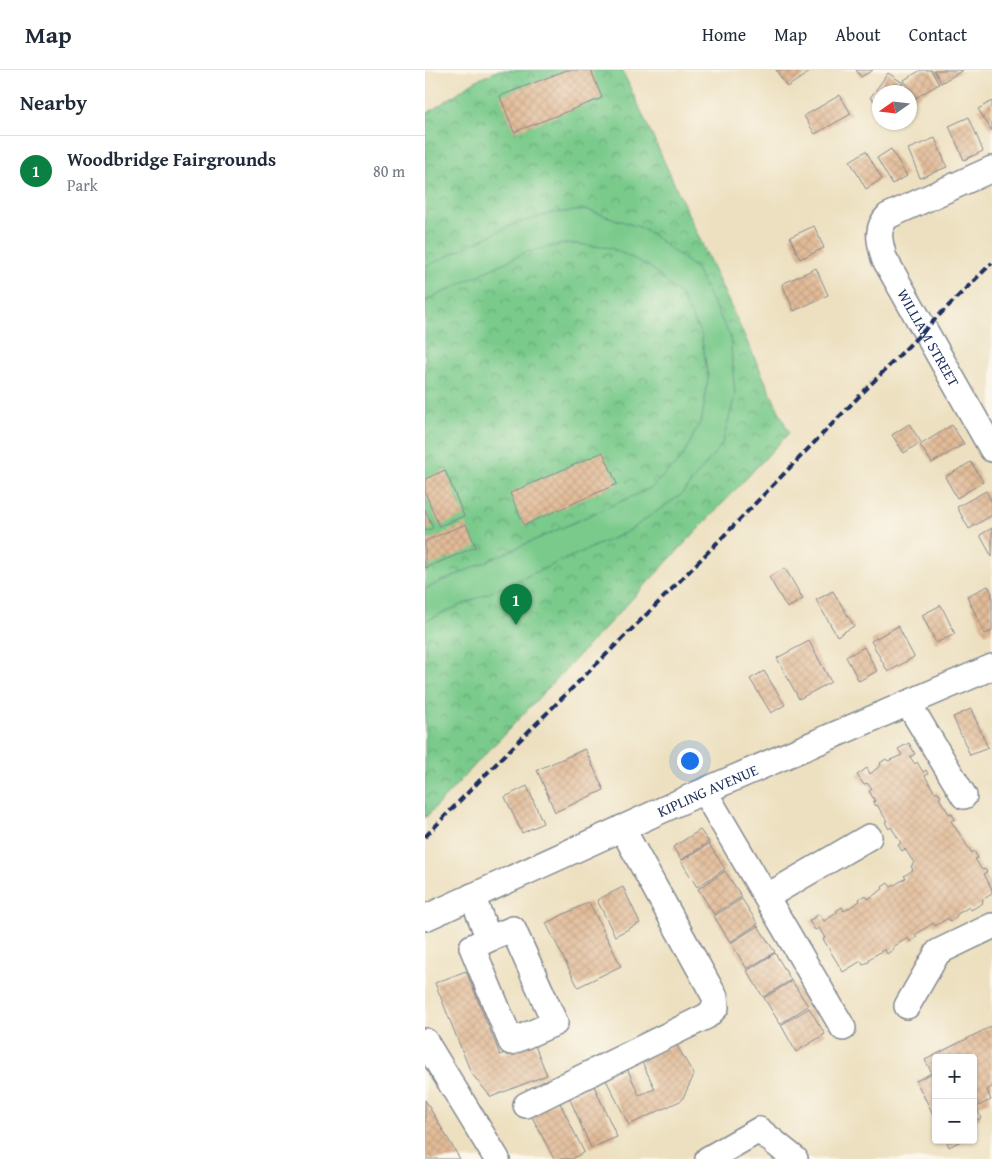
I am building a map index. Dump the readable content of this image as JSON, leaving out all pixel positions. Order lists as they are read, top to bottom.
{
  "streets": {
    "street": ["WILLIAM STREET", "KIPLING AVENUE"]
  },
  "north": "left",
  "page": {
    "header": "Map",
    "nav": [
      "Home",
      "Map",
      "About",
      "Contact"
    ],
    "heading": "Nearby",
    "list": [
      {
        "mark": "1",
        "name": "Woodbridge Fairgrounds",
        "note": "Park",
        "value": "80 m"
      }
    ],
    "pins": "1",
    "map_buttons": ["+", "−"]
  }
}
================================
** Work task **
Pictures stay out; everything else in the entries is copied exactly.

** Answer to the problem **
I am building a map index. Dump the readable content of this image as JSON, leaving out all pixel positions. Order lists as they are read, top to bottom.
{
  "streets": {
    "street": ["WILLIAM STREET", "KIPLING AVENUE"]
  },
  "north": "left",
  "page": {
    "header": "Map",
    "nav": [
      "Home",
      "Map",
      "About",
      "Contact"
    ],
    "heading": "Nearby",
    "list": [
      {
        "mark": "1",
        "name": "Woodbridge Fairgrounds",
        "note": "Park",
        "value": "80 m"
      }
    ],
    "pins": "1",
    "map_buttons": ["+", "−"]
  }
}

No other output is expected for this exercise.